__WORK ORDER__:
From the entries provided below, copy each line that contains the word "roads".

Saved entries

----

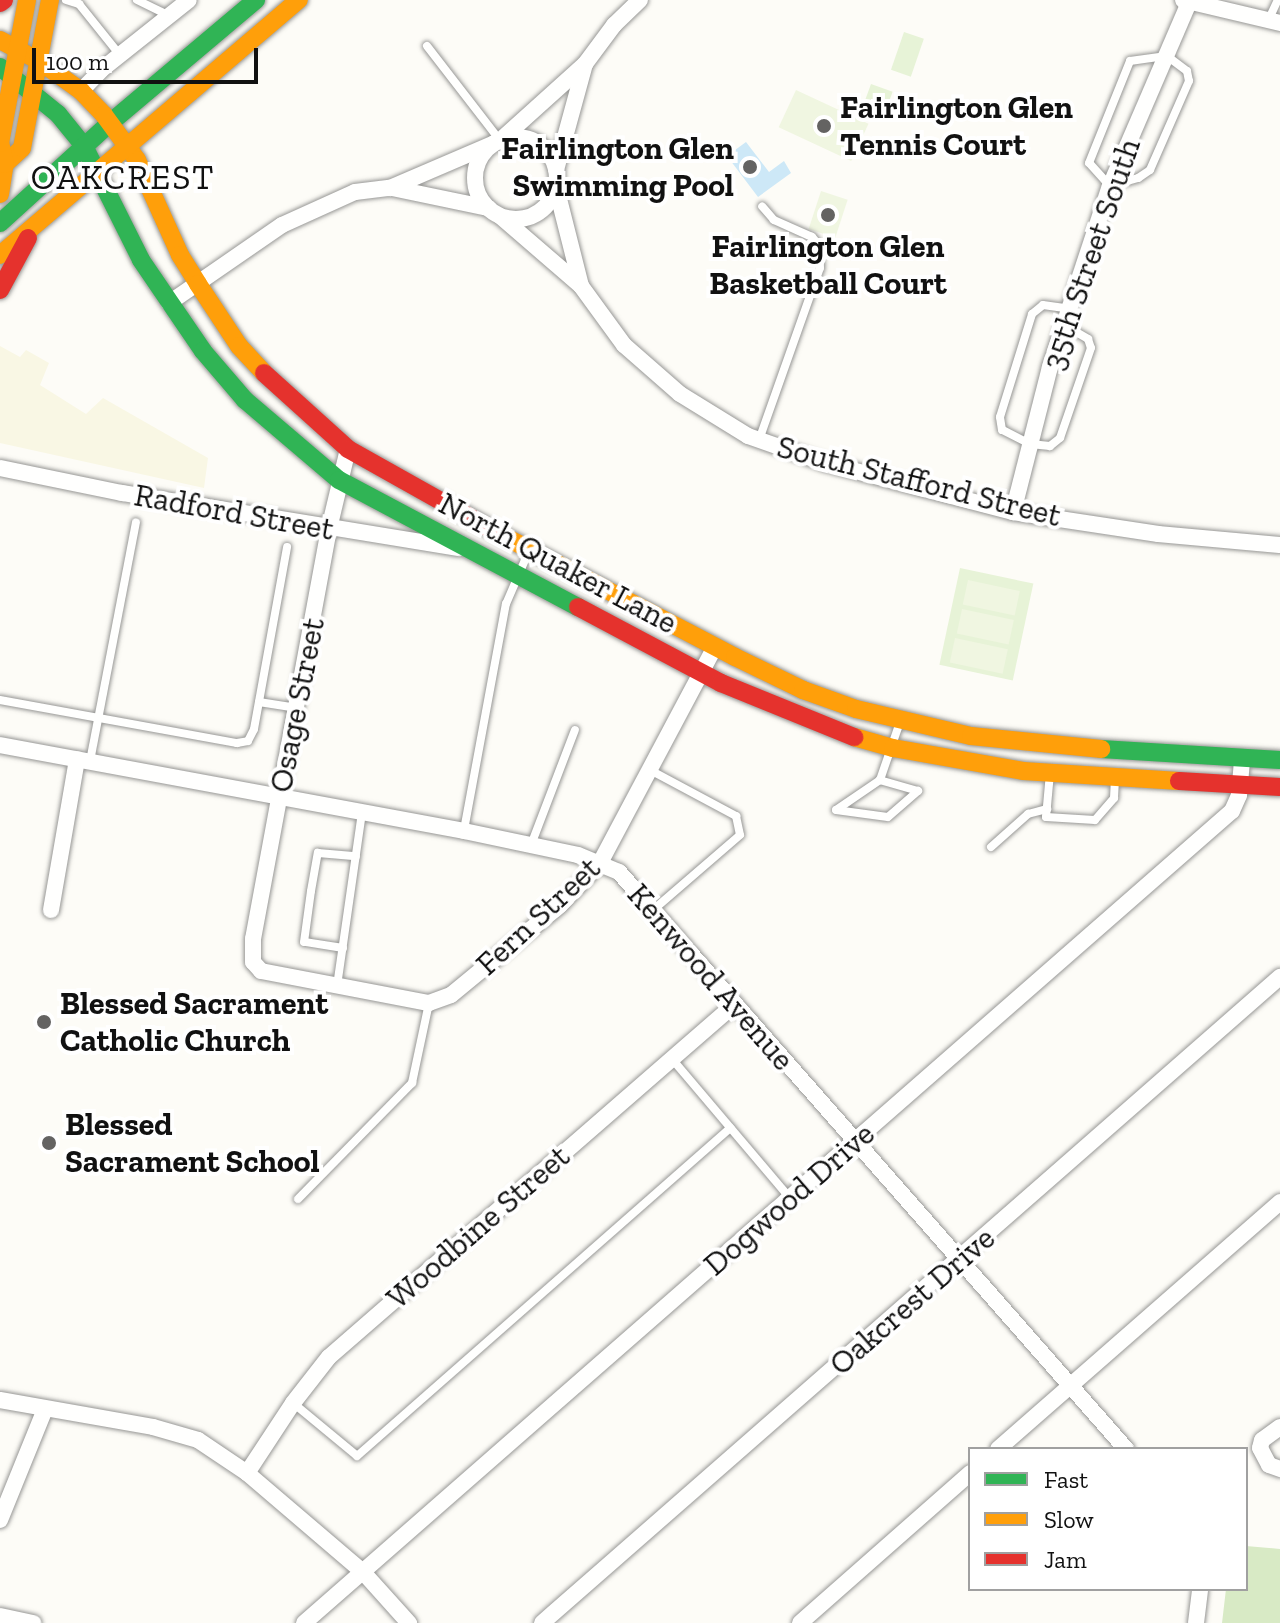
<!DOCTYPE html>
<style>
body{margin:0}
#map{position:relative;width:1280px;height:1623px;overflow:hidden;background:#fdfcf7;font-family:"Zilla Slab",serif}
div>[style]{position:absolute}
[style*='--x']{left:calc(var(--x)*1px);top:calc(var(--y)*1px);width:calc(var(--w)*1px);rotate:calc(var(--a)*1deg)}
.farmland>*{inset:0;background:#f9f7e4}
.green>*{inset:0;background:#e7f3d7;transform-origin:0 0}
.forest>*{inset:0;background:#d8eac5}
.pitch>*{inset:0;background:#f0f6e1;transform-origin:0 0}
.water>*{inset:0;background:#cde8f7}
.roads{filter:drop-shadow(0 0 2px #979795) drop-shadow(0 0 2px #979795)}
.lane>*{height:8px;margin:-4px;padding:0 4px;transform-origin:4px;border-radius:4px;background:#fffffe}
.street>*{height:16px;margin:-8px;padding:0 8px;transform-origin:8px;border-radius:8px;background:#fffffe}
.street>.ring{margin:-8px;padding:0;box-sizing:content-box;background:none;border:16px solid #fffffe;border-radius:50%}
.fast>*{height:18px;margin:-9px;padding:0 9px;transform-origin:9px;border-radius:9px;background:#30b455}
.slow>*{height:18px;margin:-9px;padding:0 9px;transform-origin:9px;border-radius:9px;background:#ff9f0a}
.jam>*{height:18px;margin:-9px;padding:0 9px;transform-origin:9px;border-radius:9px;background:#e5322d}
.dots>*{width:22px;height:22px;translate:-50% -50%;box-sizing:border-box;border:4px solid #fff;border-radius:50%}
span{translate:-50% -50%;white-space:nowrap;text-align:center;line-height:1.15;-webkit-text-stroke:8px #fff;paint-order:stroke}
.poi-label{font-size:32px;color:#111;font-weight:700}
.left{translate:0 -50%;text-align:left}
.right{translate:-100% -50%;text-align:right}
.street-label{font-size:32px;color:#111}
.neighbourhood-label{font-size:34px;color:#111;letter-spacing:2px}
.legend{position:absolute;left:968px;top:1447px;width:280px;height:144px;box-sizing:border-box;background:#fff;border:2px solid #a0a0a0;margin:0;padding:10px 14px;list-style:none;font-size:24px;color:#111}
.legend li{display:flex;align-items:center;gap:16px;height:40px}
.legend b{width:40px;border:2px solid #a0a0a0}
.scale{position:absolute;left:32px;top:48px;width:226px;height:36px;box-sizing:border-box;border:4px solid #111;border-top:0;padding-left:10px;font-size:24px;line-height:28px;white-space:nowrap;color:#111;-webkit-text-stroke:6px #fff;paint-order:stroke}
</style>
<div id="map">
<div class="farmland">
<i style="clip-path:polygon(0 346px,20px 357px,26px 350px,49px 363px,40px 385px,86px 414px,103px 398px,208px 458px,204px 488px,0 443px)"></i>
</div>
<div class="green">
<i style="left:904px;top:32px;width:21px;height:40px;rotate:19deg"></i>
<i style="left:871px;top:84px;width:23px;height:21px;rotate:20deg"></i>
<i style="left:960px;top:568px;width:75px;height:99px;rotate:12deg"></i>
</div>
<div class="forest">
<i style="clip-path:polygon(1246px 1546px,1280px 1549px,1280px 1623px,1222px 1623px,1226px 1589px,1246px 1589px)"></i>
</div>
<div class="pitch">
<i style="left:796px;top:90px;width:80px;height:41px;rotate:25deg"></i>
<i style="left:821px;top:191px;width:28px;height:40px;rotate:18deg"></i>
<i style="left:968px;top:580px;width:53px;height:25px;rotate:12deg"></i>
<i style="left:962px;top:609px;width:53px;height:25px;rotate:12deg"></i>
<i style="left:955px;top:638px;width:54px;height:25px;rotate:12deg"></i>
</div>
<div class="water">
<i style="clip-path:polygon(746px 142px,769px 172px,784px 161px,791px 173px,758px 197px,727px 156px)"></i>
</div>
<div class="roads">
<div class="lane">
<i style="--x:66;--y:0;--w:14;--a:17"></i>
<i style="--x:79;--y:4;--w:65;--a:51.2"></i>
<i style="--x:137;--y:0;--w:34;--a:26"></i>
<i style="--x:1268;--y:21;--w:23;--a:-65"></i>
<i style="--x:427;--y:46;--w:118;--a:52.3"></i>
<i style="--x:1167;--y:56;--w:25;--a:37"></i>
<i style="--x:1187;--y:71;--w:10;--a:79"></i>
<i style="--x:1189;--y:81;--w:97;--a:113.7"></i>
<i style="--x:1150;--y:170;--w:14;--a:146"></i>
<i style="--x:1138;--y:178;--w:29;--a:164"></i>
<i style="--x:1110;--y:186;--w:31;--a:-132"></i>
<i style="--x:1089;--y:163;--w:110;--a:-68.1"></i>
<i style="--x:1130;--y:61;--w:37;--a:-8"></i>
<i style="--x:1064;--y:325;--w:28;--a:30"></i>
<i style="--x:1088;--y:339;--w:9;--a:72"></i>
<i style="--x:1091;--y:348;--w:95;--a:109"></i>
<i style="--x:1060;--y:438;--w:13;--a:141"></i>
<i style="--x:1050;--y:446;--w:20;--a:-174"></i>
<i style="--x:1030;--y:444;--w:31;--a:-153"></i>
<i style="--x:1002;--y:430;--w:13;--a:-99"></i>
<i style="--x:1000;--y:417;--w:108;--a:-72.7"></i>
<i style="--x:1032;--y:314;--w:14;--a:-39"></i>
<i style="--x:1043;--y:305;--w:27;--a:8"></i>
<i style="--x:759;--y:440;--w:182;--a:-70.5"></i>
<i style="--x:820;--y:268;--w:23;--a:-92"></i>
<i style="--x:819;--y:245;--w:11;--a:-131"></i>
<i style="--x:812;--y:237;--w:42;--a:-155.9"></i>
<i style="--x:774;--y:220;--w:18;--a:-131"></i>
<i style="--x:0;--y:700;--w:241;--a:10.3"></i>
<i style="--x:237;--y:743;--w:11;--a:-10"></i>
<i style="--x:248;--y:741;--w:13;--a:-63"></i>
<i style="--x:254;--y:729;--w:185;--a:-79.7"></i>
<i style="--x:259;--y:702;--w:37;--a:9"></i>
<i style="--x:90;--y:761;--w:243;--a:-79.1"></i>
<i style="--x:650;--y:770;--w:98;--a:28.1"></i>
<i style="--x:736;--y:816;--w:19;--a:78"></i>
<i style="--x:740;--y:835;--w:115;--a:139.2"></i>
<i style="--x:1050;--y:773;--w:44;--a:95.2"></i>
<i style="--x:1046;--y:817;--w:49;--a:3.5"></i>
<i style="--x:1095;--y:820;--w:29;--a:-49"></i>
<i style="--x:1114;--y:798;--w:20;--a:-87"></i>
<i style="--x:880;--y:780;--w:53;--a:145.7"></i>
<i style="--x:836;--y:810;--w:52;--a:7.7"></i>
<i style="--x:888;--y:817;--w:40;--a:-41"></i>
<i style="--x:918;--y:791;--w:40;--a:-164"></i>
<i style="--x:880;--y:780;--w:61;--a:-71"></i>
<i style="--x:464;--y:830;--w:230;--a:-79.5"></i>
<i style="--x:506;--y:604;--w:56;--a:-66.7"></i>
<i style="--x:531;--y:845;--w:123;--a:-69.1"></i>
<i style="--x:991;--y:847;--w:50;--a:-41.7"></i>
<i style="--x:1028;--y:814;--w:20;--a:-15"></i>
<i style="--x:343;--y:948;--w:39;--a:-171"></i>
<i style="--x:304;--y:942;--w:51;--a:-82.2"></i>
<i style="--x:311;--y:891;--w:39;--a:-80"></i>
<i style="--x:318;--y:853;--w:38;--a:5"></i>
<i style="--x:337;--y:986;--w:175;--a:-81.8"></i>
<i style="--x:672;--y:1059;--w:182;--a:49.7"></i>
<i style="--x:298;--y:1199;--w:163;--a:-45.5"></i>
<i style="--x:412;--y:1083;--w:82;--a:-78"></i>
<i style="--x:293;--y:1403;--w:83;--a:39.6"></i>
<i style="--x:357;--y:1456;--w:497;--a:-41.3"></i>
</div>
<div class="street">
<i style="--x:1183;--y:0;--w:100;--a:13.3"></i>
<i style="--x:81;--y:91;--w:29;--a:-46"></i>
<i style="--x:101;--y:70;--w:112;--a:-38.5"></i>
<i class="ring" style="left:475px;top:137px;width:66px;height:66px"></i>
<i style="--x:504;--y:137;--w:109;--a:-42"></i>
<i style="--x:585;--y:64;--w:49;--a:-53.4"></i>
<i style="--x:614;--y:25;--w:36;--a:-44"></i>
<i style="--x:556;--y:170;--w:110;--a:-74.7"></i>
<i style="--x:556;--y:187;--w:102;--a:75.8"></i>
<i style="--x:392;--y:188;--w:99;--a:11.7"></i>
<i style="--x:500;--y:216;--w:107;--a:40.8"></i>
<i style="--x:581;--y:286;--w:73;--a:53.9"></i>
<i style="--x:624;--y:345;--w:74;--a:41.2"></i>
<i style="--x:680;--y:394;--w:80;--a:31.7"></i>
<i style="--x:748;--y:436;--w:82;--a:19.3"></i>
<i style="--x:825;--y:463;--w:194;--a:14.6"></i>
<i style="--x:1013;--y:512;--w:147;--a:8.6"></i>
<i style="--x:1158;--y:534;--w:122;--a:5.2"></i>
<i style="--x:169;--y:303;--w:137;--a:-34.6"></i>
<i style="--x:282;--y:225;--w:80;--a:-24.3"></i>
<i style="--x:355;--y:192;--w:35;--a:-7"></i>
<i style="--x:390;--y:188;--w:114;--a:-23.2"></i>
<i style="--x:348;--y:449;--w:82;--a:103.4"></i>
<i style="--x:329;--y:529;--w:417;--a:100.5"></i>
<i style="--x:253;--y:939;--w:23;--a:90"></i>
<i style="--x:253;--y:962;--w:12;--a:48"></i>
<i style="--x:261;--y:971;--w:171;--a:10.8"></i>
<i style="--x:429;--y:1003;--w:23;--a:-20"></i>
<i style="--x:451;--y:995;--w:141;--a:-39.5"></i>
<i style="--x:560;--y:905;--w:58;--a:-46.4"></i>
<i style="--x:600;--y:863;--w:245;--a:-62"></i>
<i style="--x:0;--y:468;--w:125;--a:11.6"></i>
<i style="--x:122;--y:493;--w:341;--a:9.3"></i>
<i style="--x:1013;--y:512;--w:150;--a:-75.7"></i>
<i style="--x:1050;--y:367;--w:191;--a:-71.7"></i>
<i style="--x:1110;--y:186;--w:199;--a:-66.7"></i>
<i style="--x:0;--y:745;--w:472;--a:10.5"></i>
<i style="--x:464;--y:831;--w:116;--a:11.9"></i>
<i style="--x:578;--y:855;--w:44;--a:22.5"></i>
<i style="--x:619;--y:872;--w:768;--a:48.69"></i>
<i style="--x:51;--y:910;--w:153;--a:-80.2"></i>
<i style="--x:0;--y:1400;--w:155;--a:10"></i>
<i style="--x:153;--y:1427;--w:47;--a:16.1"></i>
<i style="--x:198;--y:1440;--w:59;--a:34"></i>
<i style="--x:247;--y:1473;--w:153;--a:40.5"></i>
<i style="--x:363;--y:1572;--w:69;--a:48"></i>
<i style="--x:1280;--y:1427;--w:22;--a:144"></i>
<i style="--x:1262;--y:1440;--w:8;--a:104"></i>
<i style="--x:1260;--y:1448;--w:19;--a:62"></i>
<i style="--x:1269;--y:1465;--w:12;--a:20"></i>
<i style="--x:998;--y:1449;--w:375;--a:-41.2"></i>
<i style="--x:247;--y:1473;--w:84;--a:-56.7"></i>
<i style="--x:293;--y:1403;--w:58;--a:-52"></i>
<i style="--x:329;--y:1357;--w:538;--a:-41.01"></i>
<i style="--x:0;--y:1520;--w:120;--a:-67.9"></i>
<i style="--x:0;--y:1616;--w:34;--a:12"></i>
<i style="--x:304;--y:1623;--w:1233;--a:-41.19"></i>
<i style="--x:1232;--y:811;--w:17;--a:-66"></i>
<i style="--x:1239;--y:795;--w:38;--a:-85"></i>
<i style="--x:542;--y:1623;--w:981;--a:-41.2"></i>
<i style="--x:800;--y:1623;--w:227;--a:-41.4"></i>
<i style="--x:1196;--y:1623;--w:34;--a:-83"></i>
</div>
<div class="fast">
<i style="--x:0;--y:67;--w:75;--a:39"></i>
<i style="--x:58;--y:114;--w:41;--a:50.9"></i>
<i style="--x:84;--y:146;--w:127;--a:63.4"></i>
<i style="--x:141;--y:260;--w:110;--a:55.7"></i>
<i style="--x:203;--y:351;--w:65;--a:49.4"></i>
<i style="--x:245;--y:400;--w:123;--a:40.4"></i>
<i style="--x:339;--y:480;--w:271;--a:28"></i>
<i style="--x:0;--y:223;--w:149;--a:-42.3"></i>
<i style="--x:110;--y:123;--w:191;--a:-40.1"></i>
<i style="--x:1101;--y:749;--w:179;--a:3.5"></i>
</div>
<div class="slow">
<i style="--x:0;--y:40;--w:44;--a:28.3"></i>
<i style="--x:39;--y:61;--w:52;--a:35.5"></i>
<i style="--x:81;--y:91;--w:33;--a:46"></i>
<i style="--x:104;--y:115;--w:56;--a:53.7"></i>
<i style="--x:137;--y:160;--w:104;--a:65.6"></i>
<i style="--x:180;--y:255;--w:34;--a:58"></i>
<i style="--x:198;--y:284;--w:74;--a:56.5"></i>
<i style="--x:239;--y:346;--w:37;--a:47"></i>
<i style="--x:5;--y:164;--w:23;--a:-43"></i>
<i style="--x:22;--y:148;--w:151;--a:-79.3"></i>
<i style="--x:0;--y:194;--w:30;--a:-81"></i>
<i style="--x:5;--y:164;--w:22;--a:-103"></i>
<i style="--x:0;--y:143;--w:146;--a:-79.3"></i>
<i style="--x:0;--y:255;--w:393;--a:-40.5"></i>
<i style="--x:494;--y:531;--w:272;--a:27.6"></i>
<i style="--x:735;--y:657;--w:76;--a:25.9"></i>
<i style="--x:803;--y:690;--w:56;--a:19.7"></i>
<i style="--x:856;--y:709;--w:118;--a:13.2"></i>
<i style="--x:971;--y:736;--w:131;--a:5.7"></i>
<i style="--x:854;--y:737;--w:41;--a:15.8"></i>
<i style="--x:893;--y:748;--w:132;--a:10"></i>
<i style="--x:1023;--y:771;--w:156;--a:3.7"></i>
</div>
<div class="jam">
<i style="--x:0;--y:3;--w:5;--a:-37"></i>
<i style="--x:0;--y:290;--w:59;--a:-61.7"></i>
<i style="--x:264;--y:373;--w:113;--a:42.1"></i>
<i style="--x:348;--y:449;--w:167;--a:29.3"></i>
<i style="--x:578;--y:607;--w:162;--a:28"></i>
<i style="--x:721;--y:683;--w:144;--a:22.1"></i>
<i style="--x:1179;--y:781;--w:101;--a:3.4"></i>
</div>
</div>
<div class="dots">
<i style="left:824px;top:126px;background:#646362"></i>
<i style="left:750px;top:167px;background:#646362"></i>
<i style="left:828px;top:215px;background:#646362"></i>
<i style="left:44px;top:1022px;background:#646362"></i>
<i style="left:49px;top:1143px;background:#646362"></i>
</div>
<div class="poi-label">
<span class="left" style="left:840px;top:126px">Fairlington Glen<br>Tennis Court</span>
<span class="right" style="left:734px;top:167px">Fairlington Glen<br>Swimming Pool</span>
<span style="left:828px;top:265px">Fairlington Glen<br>Basketball Court</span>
<span class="left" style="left:60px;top:1022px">Blessed Sacrament<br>Catholic Church</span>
<span class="left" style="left:65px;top:1143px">Blessed<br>Sacrament School</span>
</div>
<div class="street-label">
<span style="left:1091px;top:254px;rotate:-71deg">35th Street South</span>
<span style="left:919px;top:481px;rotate:14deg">South Stafford Street</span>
<span style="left:234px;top:512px;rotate:10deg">Radford Street</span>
<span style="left:558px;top:563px;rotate:28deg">North Quaker Lane</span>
<span style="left:297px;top:705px;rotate:-79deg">Osage Street</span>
<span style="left:538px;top:916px;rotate:-43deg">Fern Street</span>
<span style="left:711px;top:977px;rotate:49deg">Kenwood Avenue</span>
<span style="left:789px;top:1199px;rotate:-41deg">Dogwood Drive</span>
<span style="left:478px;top:1227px;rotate:-41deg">Woodbine Street</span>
<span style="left:912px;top:1301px;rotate:-41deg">Oakcrest Drive</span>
</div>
<div class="neighbourhood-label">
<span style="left:123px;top:178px">OAKCREST</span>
</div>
<ul class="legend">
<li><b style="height:10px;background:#30b455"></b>Fast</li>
<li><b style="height:10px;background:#ff9f0a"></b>Slow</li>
<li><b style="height:10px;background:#e5322d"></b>Jam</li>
</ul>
<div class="scale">100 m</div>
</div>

----

__EXPECTED OUTPUT__:
.roads{filter:drop-shadow(0 0 2px #979795) drop-shadow(0 0 2px #979795)}
<div class="roads">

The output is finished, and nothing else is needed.